Brustkrebs ist immer noch die häufigste Krebsart bei den Neuerkrankungen, trotz Fortschritten in der Vorsorge. Die Mammografie ist allerdings umstritten.

Wechselbad der Gefühle zwischen Panik, Angst und Hoffnung: Brustkrebsfrüherkennung per Mammografie. Bild: dpa

BERLIN taz | In Deutschland ist Brustkrebs die häufigste Krebsneuerkrankung bei Frauen. Jährlich erfasst sie über 59.000 von ihnen, und rund 17.000 sterben daran. In den "reichen" Ländern West- und Nordeuropas sowie in den USA ist dabei die Mortalitätsrate in den vergangenen zwanzig Jahren stark zurückgegangen, wie man allgemein annimmt, dank der Prävention.

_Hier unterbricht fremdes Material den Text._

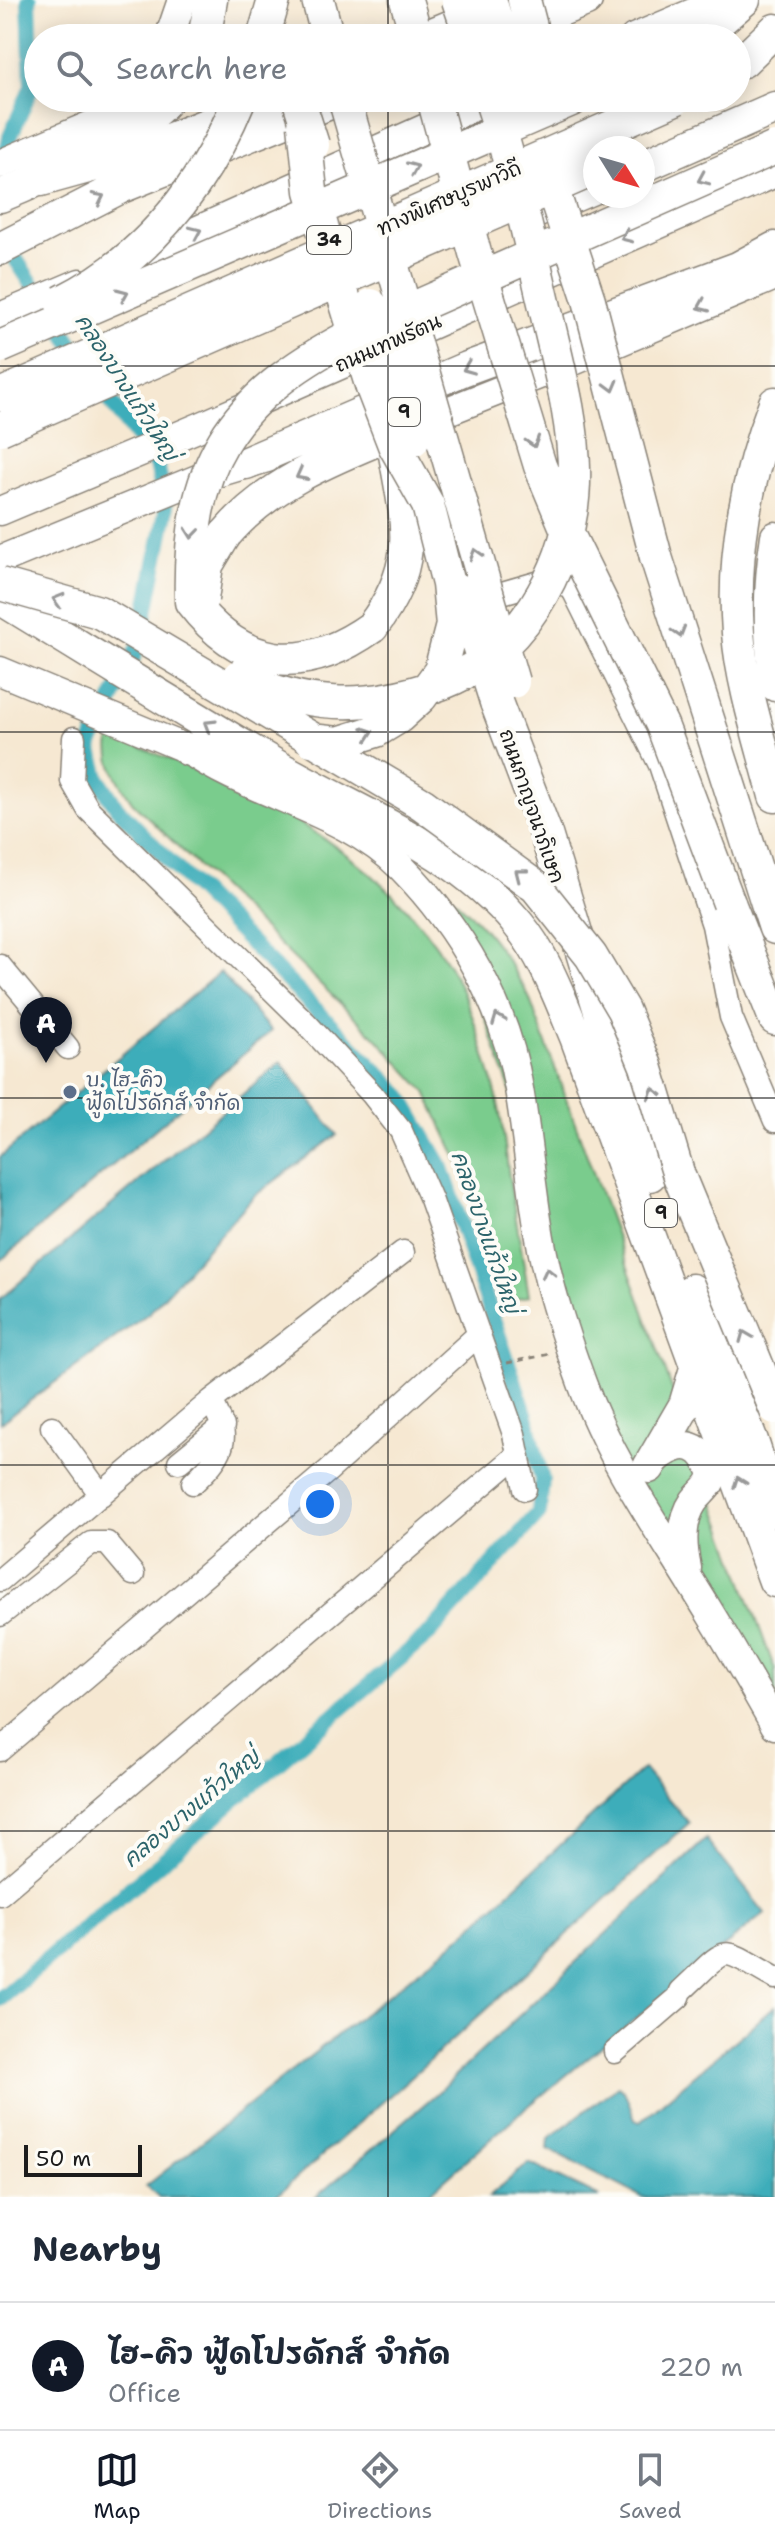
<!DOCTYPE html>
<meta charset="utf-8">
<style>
:root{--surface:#fff;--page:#f6f6f7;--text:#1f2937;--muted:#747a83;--line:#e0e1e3;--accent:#111827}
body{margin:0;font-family:"Shantell Sans","Playpen Sans Thai",sans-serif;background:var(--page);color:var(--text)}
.compass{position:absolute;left:583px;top:136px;width:72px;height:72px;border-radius:50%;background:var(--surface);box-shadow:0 4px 20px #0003;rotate:127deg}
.scale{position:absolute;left:24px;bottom:20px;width:118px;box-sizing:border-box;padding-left:8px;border:4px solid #1c1c1c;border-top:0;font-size:22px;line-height:28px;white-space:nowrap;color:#1c1c1c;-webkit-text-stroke:6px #fdfcf7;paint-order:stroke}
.you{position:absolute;left:320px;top:1504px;width:28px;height:28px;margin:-20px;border:6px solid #fff;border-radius:50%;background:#1a73e8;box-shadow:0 0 0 12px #1a73e833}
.badge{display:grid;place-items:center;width:52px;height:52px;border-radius:50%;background:var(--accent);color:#fff;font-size:26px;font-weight:700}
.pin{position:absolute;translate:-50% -66px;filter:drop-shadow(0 2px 4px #0008)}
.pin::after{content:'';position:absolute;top:42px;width:28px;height:24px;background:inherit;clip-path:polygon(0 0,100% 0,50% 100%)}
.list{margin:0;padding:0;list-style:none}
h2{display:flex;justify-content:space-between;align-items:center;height:104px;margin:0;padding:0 32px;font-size:34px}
h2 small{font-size:26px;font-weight:400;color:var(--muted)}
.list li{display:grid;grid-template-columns:52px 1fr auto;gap:24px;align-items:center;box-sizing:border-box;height:128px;padding:0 32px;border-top:2px solid var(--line)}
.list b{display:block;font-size:30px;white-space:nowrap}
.list p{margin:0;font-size:26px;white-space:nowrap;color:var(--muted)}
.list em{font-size:26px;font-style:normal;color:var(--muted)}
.icon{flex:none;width:44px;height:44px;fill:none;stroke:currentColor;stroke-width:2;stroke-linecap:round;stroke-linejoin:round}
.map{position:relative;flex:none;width:775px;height:2197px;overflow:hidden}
.search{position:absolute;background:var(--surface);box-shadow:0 4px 20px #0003;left:24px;right:24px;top:24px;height:88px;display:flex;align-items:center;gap:20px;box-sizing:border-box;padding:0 28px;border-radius:44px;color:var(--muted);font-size:30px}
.sheet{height:232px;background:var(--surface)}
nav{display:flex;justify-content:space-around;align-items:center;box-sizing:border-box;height:112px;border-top:2px solid var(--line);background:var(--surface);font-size:22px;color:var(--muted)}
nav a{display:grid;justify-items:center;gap:4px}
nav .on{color:var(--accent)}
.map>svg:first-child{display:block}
.green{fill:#7acc8d;stroke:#4b7454;stroke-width:2}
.water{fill:#3dadba;stroke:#2c646b;stroke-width:2}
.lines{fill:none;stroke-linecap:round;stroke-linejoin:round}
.canal{stroke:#3dadba;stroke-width:16}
.minor-casing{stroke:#898277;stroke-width:25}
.major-casing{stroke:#898277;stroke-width:31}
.highway-casing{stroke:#898277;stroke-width:35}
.path{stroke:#898277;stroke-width:3;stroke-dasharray:6 6;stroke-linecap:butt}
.minor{stroke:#fff;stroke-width:22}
.major{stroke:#fff;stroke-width:28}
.highway{stroke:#fff;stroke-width:32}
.highway-bridge-casing{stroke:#898277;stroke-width:35;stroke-linecap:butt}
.highway-bridge{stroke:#fff;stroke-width:32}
.oneway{stroke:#999}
.grid{fill:none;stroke:#1c1c1c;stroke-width:2;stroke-opacity:0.55}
.service-dot{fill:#5c6f8a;stroke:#fdfcf7;stroke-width:3}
.labels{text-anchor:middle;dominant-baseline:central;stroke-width:8;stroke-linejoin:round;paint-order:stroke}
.shield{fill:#fdfcf7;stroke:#605f5e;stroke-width:2}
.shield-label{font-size:18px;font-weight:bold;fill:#1c1c1c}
.street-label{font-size:20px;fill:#1c1c1c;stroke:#fdfcf7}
.service-label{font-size:20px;fill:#4e5e75;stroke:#fdfcf7;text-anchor:start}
.water-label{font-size:22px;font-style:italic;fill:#2c646b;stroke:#fdfcf7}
</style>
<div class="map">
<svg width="775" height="2197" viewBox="0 0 775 2197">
<rect width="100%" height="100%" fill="#fdfcf7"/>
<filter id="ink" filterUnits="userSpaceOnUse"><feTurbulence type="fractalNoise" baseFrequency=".0125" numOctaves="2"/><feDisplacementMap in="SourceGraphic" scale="16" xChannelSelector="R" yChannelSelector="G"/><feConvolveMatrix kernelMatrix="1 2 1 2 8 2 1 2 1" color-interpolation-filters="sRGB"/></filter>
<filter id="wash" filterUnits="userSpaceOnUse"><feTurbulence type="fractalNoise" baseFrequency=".006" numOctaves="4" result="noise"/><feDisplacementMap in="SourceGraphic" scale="32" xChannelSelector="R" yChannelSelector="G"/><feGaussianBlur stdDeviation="1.8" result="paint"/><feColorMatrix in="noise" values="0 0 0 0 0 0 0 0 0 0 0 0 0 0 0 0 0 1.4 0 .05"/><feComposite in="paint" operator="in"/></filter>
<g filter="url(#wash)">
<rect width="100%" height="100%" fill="#f6e8d2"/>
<path class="green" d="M111 735C239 787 377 843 450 967 471 1003 482 1047 494 1086 502 1115 505 1146 509 1176 515 1216 523 1256 529 1296L502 1302 466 1177 426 1092 376 1038 132 802C118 780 104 761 111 735Z
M420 870C474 914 495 935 529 997L775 1670V1738L576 1385 512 1095 465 960Z"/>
<path class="water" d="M220 972 271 1031 0 1261V1157Z
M281 1062 337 1135 253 1197 150 1312 0 1423V1299Z
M643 1769 689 1823 447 2045 275 2197H159L146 2186 456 1941Z
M706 1839 765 1913 514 2118 425 2197H316L436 2094Z
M775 2006V2197H642L548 2149 549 2138 618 2086 624 2090 635 2119 641 2121Z
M529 2163 600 2197H488Z"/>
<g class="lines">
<path class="canal" d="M4 165 10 137 32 86 29 0
M5 243 85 364
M0 1999 429 1634 539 1513 542 1480 526 1416 442 1168 400 1095 117 808 98 778 90 746 140 643 166 512 158 468 98 383"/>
</g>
</g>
<g filter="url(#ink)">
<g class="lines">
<g class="minor-casing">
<path id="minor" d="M502 593 561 576 574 592 660 765 713 925 731 1017 775 1121
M74 738 72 781 88 809 305 1022 372 1094 401 1131 431 1199 514 1434 525 1489
M0 966 68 1048
M52 1427 101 1495
M179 1462 223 1426
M193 1483C222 1456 234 1439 211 1401
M0 1580 211 1401 403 1252
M0 1615 91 1543H107L133 1574
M0 1750 329 1470 478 1335
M0 1894 514 1458 519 1457
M615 2052 679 1997 681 1991C732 1944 716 1945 775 1978"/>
</g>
<g class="major-casing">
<path id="major" d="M169 38 182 0
M634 38 723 0
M0 164 101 121 124 98
M129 261 493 98
M0 317 80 283
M415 419 450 410 559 367 775 276
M0 511 202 426 775 173
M775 536C767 587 766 636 775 687
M0 560 200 478 267 458
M0 671 187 749C253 796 344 809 402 868 460 927 506 1007 519 1089 530 1152 533 1217 549 1280 558 1315 570 1350 582 1383 608 1455 652 1520 692 1584 721 1630 748 1677 775 1725
M648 1468C662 1451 689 1434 705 1458 708 1463 713 1470 712 1476 711 1486 700 1493 694 1501 680 1521 682 1546 687 1568"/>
</g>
<g class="highway-casing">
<path id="highway" d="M318 0 328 38
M406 0 417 38
M505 32 586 0
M204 38 211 0
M263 38 274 0
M423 38 514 0
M700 38 744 0
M743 61 775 30
M643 166 775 108
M41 180 128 156 273 98
M0 196C41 180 143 131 168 98
M531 214 595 187
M0 249 121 187 342 98
M775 403C747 475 732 555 738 633 742 685 762 745 775 796
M246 463 462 370 738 268 775 248
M225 535C273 478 346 453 413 425
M656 557 775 928
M0 598C92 654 183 711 275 765 358 814 455 847 518 924 545 956 560 999 576 1037L775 1581
M372 627C421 562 407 524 394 449
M496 702 545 831 650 1175
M187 749 262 776
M729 903 775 1019
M692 1290 752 1441 775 1511
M649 1467 685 1405 697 1365"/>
</g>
<path class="path" d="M507 1363 550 1354"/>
<use href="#minor" class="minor"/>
<use href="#major" class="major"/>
<use href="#highway" class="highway"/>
<g class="highway-bridge-casing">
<path id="highway-bridge" d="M458 0 471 38
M490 0 502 38
M524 0 534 38
M298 98 313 145
M344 98 513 682
M433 98 475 253 540 466 571 540 662 725 729 903
M304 125 311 191 372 388 394 445 428 505 448 584 452 625 440 671 421 697 399 717 376 731 338 743 311 740
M546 169 589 300 656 557
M61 302C148 259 204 186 240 98
M371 305 413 440
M0 347 576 98
M0 395 677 98
M0 429 595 169
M0 584 99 612 422 804 536 887 591 956 623 1010 646 1066 679 1176 775 1408
M461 591 496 702
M202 599 207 565 225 535
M372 627C303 676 243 669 191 602 187 465 229 399 350 336L775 148
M239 676C303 708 366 710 432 687 475 673 510 645 535 606 601 503 569 414 544 303 528 234 513 166 490 98"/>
</g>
<use href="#highway-bridge" class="highway-bridge"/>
</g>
<defs><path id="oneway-chevron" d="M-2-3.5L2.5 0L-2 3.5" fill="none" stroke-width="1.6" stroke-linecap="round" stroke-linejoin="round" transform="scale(2)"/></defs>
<g class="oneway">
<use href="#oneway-chevron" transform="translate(413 168) rotate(-23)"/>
<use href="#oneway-chevron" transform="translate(703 179) rotate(156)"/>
<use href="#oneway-chevron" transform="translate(99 198) rotate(-27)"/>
<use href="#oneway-chevron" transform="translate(196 232) rotate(-24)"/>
<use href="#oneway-chevron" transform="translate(626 237) rotate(156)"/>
<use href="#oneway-chevron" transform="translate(123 294) rotate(-23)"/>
<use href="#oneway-chevron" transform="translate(703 306) rotate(157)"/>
<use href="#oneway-chevron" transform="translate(468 368) rotate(158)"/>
<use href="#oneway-chevron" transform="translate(612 386) rotate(75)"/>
<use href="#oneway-chevron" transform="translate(533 442) rotate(73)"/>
<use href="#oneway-chevron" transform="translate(301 475) rotate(152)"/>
<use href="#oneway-chevron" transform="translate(192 533) rotate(96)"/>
<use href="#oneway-chevron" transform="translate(476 554) rotate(-107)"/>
<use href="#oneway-chevron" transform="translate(58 600) rotate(-164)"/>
<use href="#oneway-chevron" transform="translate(679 632) rotate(73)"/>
<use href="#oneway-chevron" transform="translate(209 725) rotate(-149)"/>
<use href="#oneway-chevron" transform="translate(368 733) rotate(-20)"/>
<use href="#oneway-chevron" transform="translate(520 874) rotate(-142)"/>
<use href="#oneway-chevron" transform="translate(498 1019) rotate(-111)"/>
<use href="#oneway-chevron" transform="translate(654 1093) rotate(-107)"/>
<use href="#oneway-chevron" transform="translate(548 1273) rotate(-103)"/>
<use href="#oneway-chevron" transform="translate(745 1336) rotate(-112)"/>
<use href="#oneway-chevron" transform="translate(739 1482) rotate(-110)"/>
</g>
</g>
<path class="grid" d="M388 0V38M388 98V2197M0 366H775M0 732H775M0 1098H775M0 1465H775M0 1831H775"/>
<circle class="service-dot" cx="70" cy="1092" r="8"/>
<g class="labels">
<g class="shield">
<rect x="307" y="226" width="44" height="28" rx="6"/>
<rect x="388" y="398" width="32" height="28" rx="6"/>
<rect x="645" y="1199" width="32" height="28" rx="6"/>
</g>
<g class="shield-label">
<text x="329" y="240">34</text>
<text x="404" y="412">9</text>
<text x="661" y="1213">9</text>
</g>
<g class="street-label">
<text transform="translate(449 198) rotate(-24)">ทางพิเศษบูรพาวิถี</text>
<text transform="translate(388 343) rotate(-24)">ถนนเทพรัตน</text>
<text transform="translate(532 806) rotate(71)">ถนนกาญจนาภิเษก</text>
</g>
<g class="service-label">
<text x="86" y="1080">บ. ไฮ-คิว<tspan x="86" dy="23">ฟู้ดโปรดักส์ จำกัด</tspan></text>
</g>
<g class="water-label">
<text transform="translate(127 387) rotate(57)">คลองบางแก้วใหญ่</text>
<text transform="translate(486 1232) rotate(71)">คลองบางแก้วใหญ่</text>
<text transform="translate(191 1808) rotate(-40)">คลองบางแก้วใหญ่</text>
</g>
</g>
</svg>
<svg class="compass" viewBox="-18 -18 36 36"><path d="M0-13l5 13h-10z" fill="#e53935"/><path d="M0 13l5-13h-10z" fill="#747a83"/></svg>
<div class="scale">50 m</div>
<div class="you"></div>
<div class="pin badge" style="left:46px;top:1063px">A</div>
<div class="search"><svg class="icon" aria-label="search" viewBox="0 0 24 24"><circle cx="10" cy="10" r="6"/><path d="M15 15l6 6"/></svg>Search here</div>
</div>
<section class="sheet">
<h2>Nearby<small></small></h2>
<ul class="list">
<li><span class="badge">A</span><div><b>ไฮ-คิว ฟู้ดโปรดักส์ จำกัด</b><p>Office</p></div><em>220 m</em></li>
</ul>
</section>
<nav>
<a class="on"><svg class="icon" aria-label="map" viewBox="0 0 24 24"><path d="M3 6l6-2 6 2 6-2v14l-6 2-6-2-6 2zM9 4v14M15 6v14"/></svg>Map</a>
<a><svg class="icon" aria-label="directions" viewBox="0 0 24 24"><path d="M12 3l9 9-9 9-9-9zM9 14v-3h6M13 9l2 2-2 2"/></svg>Directions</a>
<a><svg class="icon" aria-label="saved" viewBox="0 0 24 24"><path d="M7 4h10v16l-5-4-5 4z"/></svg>Saved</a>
</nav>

Hierzulande erhält heute jede Frau im Alter von Fünfzig bis Neunundsechzig jedes zweite Jahr eine Einladung zum Mammografie-Screening. Wer sich der Untersuchung unterzieht, stürzt oft in ein Wechselbad der Gefühle zwischen Panik, Angst und Hoffnung. Zusätzlich verunsichert hat viele eine im Juli dieses Sommers im British Medical Journal (BMJ) veröffentlichte Studie.

Die Autoren unter Leitung von Philippe Autier vom International Prevention Research Institute (Ipri), Lyon, stießen mit ihrer Schlussfolgerung auf große öffentliche Resonanz. "Es sieht so aus, als ob das Mammografie-Screening seine Aufgabe nicht erfüllt", sagte Autier in einem Interview.

Autiers Team nahm sich für die Jahre 1989 bis 2006 drei "Paare" europäischer Länder vor, die benachbart sind, vermutlich von ihrer Kultur her ähnlich, wie Niederlande/Belgien oder Schweden/Norwegen. In jeweils einem der Länder existiert schon lange ein Mammografie-Screening-Programm, im benachbarten nicht oder erst seit Kurzem.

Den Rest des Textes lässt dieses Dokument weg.